▸ PROMPT
Where a line below holds the string "Howe", that line goes into the answer.

───── EXTRACTED MATERIAL ─────

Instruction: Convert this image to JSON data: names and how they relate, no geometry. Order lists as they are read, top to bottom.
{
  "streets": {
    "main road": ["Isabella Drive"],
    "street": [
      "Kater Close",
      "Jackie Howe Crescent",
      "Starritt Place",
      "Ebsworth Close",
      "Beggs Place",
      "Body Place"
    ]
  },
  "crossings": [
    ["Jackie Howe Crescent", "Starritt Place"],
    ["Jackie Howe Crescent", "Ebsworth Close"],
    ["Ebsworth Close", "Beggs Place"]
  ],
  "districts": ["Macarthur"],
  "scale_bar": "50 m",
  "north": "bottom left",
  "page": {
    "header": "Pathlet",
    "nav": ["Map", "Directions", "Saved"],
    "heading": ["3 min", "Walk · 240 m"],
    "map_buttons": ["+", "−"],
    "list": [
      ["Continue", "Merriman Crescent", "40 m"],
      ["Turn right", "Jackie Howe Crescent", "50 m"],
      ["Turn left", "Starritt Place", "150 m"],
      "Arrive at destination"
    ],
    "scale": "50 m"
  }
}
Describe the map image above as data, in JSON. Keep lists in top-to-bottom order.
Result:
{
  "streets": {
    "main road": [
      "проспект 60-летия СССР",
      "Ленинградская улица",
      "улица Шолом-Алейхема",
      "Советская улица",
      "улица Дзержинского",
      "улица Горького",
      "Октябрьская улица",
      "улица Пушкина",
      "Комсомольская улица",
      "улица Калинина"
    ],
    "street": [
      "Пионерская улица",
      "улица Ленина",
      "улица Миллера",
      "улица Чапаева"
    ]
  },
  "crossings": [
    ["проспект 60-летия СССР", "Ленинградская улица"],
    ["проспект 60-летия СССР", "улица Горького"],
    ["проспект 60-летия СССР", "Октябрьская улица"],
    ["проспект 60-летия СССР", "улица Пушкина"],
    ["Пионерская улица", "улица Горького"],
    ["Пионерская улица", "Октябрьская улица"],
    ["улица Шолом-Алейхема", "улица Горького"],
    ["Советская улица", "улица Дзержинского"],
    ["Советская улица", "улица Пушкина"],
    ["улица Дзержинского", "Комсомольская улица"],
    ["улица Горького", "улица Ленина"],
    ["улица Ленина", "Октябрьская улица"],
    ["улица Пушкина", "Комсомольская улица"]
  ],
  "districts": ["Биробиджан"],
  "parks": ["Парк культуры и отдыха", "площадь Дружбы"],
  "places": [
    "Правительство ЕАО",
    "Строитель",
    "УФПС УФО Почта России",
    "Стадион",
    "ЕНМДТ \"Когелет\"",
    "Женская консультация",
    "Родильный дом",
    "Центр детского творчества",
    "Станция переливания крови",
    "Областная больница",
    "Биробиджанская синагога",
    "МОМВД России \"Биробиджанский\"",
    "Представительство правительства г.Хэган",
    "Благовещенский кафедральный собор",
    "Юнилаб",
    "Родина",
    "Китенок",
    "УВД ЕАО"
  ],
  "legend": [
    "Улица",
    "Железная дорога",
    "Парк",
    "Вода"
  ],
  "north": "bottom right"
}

─────

▸ RESULT BELOW
      "Jackie Howe Crescent",
    ["Jackie Howe Crescent", "Starritt Place"],
    ["Jackie Howe Crescent", "Ebsworth Close"],
      ["Turn right", "Jackie Howe Crescent", "50 m"],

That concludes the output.